Brief
Extract all lines that hold "names" from the records below.

==========

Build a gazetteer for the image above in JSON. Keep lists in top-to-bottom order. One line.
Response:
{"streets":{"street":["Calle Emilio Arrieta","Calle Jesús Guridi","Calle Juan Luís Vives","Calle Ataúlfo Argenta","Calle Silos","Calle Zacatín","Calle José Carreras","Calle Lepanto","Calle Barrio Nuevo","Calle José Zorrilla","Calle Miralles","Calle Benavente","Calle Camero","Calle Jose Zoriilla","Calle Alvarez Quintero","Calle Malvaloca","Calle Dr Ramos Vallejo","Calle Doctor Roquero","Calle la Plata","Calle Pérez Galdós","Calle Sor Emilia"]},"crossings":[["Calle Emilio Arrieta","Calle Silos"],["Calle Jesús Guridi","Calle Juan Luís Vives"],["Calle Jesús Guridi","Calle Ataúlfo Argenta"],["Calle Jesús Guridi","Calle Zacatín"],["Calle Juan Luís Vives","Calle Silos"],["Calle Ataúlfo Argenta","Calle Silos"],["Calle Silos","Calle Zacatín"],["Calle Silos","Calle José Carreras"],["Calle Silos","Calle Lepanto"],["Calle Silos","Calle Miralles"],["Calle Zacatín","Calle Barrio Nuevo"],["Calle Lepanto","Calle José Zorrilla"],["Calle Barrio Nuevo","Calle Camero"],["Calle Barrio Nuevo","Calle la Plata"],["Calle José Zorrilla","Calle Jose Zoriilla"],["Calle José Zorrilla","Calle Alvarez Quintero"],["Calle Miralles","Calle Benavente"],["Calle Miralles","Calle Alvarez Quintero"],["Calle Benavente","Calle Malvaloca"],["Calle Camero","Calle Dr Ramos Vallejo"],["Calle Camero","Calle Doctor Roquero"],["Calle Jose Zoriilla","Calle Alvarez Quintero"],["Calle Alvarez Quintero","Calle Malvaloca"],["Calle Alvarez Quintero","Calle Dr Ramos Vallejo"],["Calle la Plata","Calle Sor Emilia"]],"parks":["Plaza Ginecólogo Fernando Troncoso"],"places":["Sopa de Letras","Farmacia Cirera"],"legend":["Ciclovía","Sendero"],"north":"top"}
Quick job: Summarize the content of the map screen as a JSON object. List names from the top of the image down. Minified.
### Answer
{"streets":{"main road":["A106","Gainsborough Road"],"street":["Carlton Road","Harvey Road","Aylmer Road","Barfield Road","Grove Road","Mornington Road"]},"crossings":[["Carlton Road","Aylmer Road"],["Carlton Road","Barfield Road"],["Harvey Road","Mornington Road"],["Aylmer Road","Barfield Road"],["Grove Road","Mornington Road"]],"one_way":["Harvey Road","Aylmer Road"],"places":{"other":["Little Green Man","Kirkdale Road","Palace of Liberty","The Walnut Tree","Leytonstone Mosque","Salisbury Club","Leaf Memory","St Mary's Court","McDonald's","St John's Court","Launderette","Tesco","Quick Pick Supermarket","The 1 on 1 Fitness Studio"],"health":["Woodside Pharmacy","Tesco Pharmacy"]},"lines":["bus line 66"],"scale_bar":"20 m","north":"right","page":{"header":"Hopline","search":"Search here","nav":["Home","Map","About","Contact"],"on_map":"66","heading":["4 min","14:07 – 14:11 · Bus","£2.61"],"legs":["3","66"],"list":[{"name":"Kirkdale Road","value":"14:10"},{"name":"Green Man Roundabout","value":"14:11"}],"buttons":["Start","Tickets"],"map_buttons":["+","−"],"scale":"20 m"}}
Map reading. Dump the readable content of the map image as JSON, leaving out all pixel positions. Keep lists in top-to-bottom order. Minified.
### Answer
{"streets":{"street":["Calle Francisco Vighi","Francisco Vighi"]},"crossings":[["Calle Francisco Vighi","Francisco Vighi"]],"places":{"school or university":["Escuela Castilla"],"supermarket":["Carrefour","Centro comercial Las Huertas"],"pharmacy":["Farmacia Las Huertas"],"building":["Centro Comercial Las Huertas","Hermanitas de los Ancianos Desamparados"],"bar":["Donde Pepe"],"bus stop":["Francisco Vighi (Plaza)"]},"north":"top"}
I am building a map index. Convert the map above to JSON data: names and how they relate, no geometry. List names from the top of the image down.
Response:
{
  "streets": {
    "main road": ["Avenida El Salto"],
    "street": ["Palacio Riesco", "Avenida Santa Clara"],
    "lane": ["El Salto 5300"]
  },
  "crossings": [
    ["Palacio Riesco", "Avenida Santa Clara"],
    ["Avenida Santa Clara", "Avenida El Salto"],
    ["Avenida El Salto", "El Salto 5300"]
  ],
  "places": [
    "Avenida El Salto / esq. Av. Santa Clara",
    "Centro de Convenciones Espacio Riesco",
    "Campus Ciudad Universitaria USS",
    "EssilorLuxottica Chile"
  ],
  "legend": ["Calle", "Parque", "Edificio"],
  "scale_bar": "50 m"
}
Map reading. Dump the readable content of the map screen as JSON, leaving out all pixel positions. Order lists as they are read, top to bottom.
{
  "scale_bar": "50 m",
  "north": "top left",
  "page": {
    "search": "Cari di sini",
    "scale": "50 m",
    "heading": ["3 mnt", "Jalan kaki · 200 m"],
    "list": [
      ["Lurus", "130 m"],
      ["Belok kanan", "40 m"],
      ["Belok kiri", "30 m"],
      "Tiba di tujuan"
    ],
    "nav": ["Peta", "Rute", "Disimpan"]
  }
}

==========

Output for this task
Quick job: Summarize the content of the map screen as a JSON object. List names from the top of the image down. Minified.
I am building a map index. Convert the map above to JSON data: names and how they relate, no geometry. List names from the top of the image down.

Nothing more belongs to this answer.